**THE TASK**: Wherever the word "down" occurs in the listing, copy the whole line.

**INPUT RECORDS**:
★ ★ ★ ★ ★

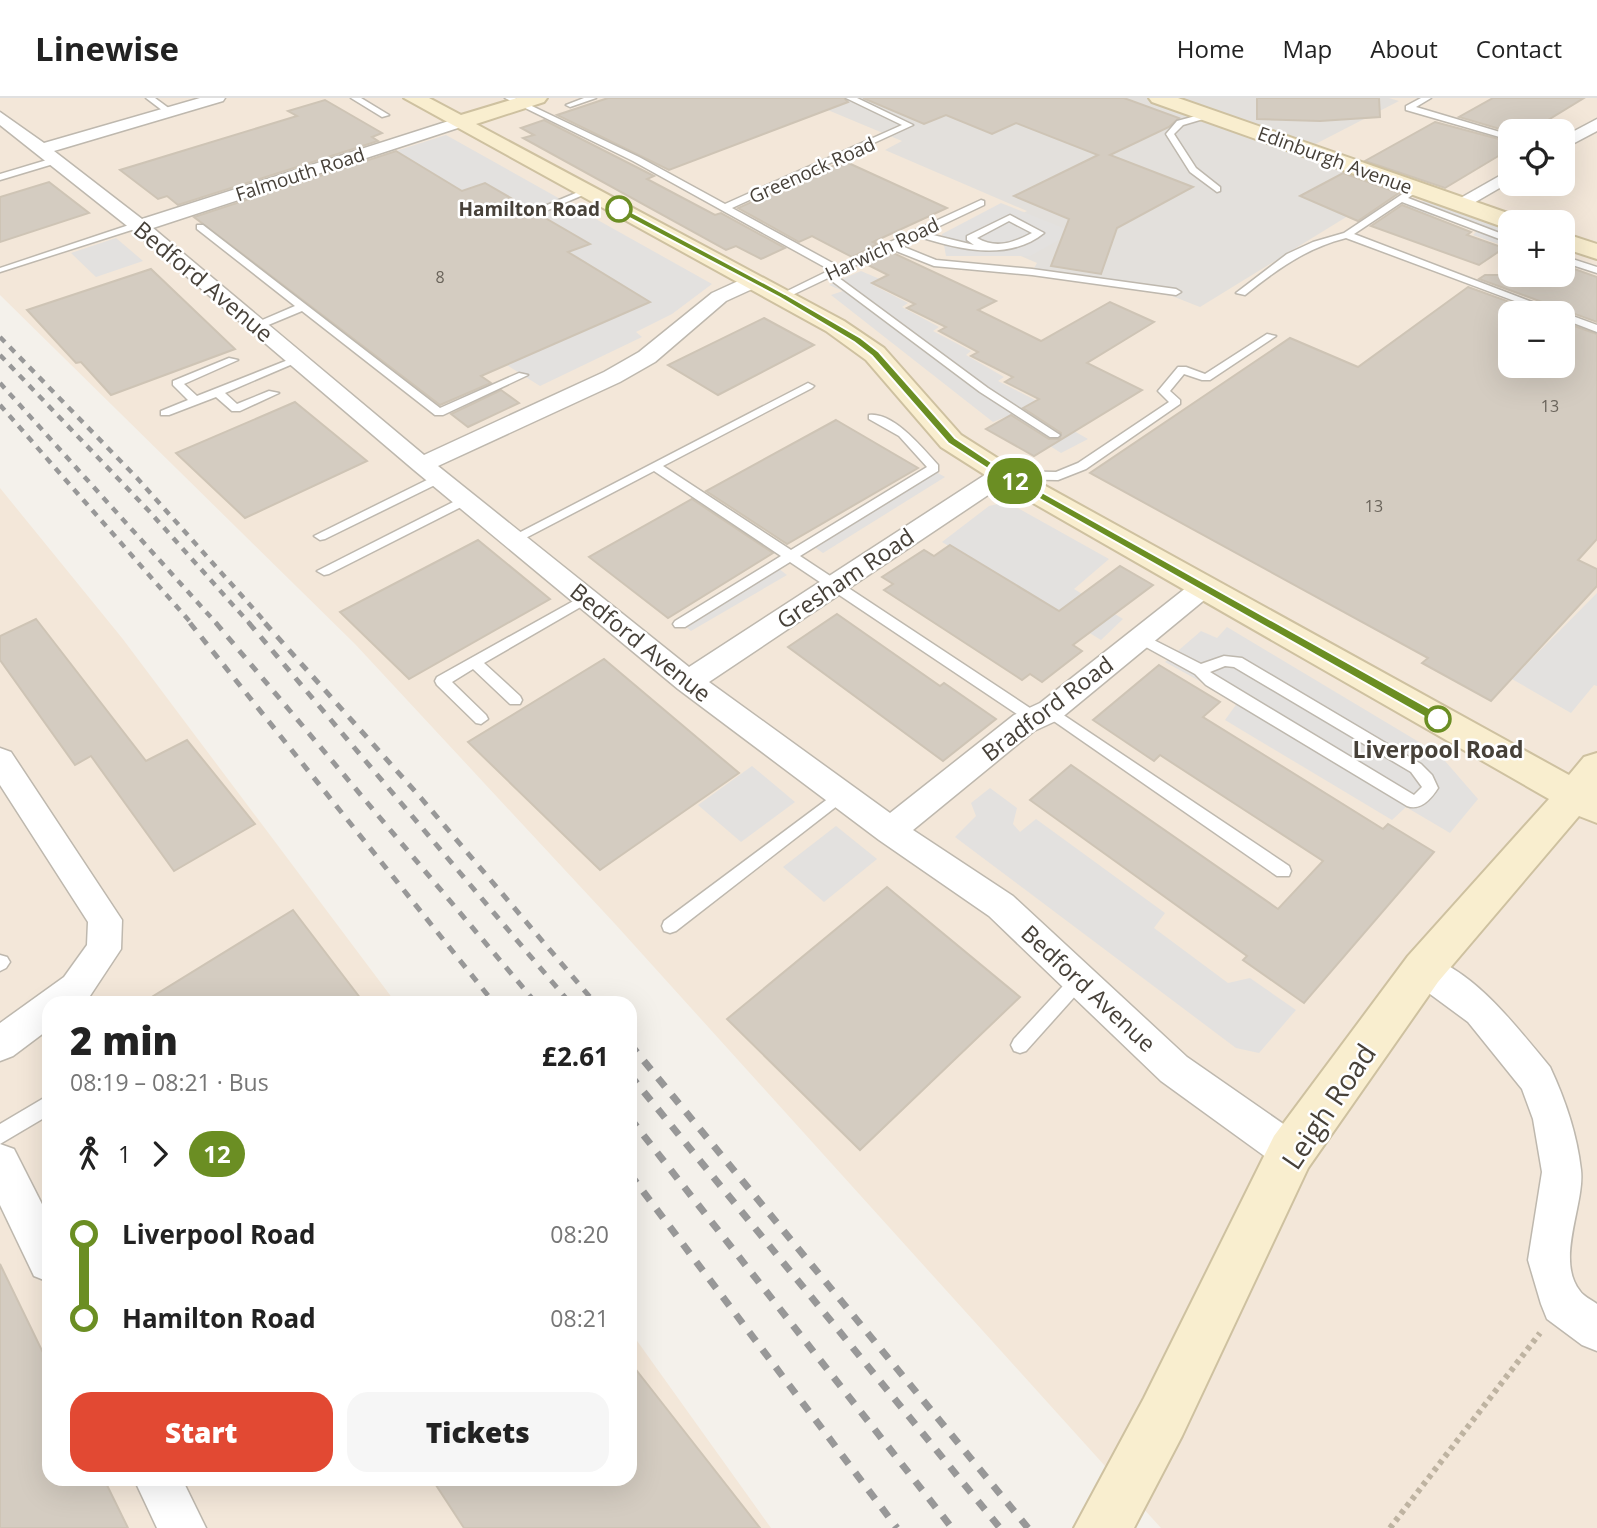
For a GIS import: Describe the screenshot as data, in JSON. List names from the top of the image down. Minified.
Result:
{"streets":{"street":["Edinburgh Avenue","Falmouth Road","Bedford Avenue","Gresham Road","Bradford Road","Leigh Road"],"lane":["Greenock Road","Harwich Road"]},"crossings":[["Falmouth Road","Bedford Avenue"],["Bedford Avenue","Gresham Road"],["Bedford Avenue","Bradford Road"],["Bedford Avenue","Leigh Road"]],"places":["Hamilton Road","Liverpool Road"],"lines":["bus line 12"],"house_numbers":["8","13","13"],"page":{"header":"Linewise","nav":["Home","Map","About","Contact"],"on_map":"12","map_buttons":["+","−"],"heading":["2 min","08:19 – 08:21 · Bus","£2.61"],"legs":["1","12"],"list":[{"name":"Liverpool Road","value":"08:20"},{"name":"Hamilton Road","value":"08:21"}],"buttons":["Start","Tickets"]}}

★ ★ ★ ★ ★

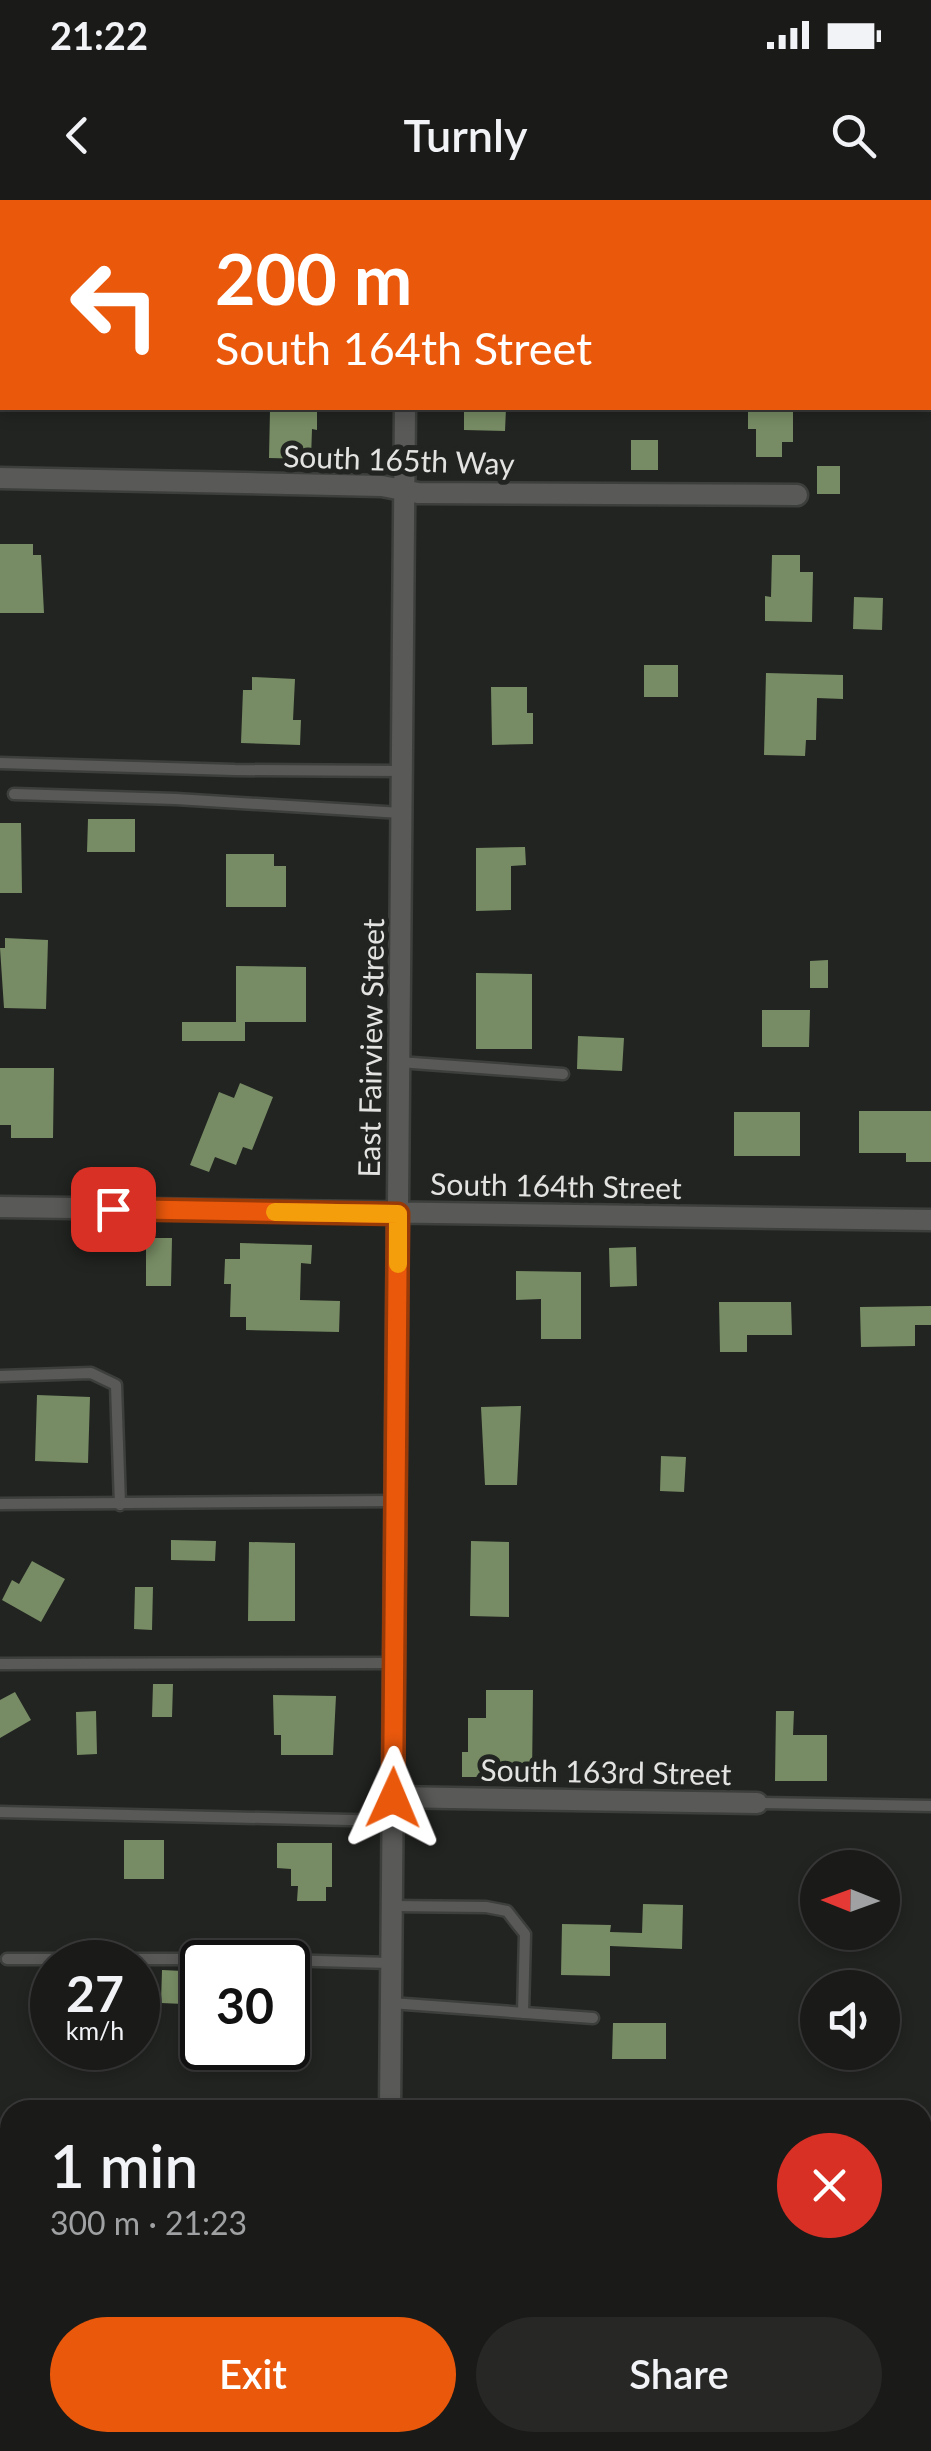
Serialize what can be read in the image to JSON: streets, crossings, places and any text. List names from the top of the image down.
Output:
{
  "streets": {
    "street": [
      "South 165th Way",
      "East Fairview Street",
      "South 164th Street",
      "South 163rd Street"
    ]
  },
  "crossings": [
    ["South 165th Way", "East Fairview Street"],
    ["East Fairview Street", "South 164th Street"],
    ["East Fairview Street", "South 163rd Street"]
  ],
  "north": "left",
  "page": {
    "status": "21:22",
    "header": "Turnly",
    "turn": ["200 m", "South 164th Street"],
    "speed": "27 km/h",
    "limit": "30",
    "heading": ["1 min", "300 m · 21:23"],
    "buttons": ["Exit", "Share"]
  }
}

★ ★ ★ ★ ★

**RESULT BELOW**:
For a GIS import: Describe the screenshot as data, in JSON. List names from the top of the image down. Minified.
Serialize what can be read in the image to JSON: streets, crossings, places and any text. List names from the top of the image down.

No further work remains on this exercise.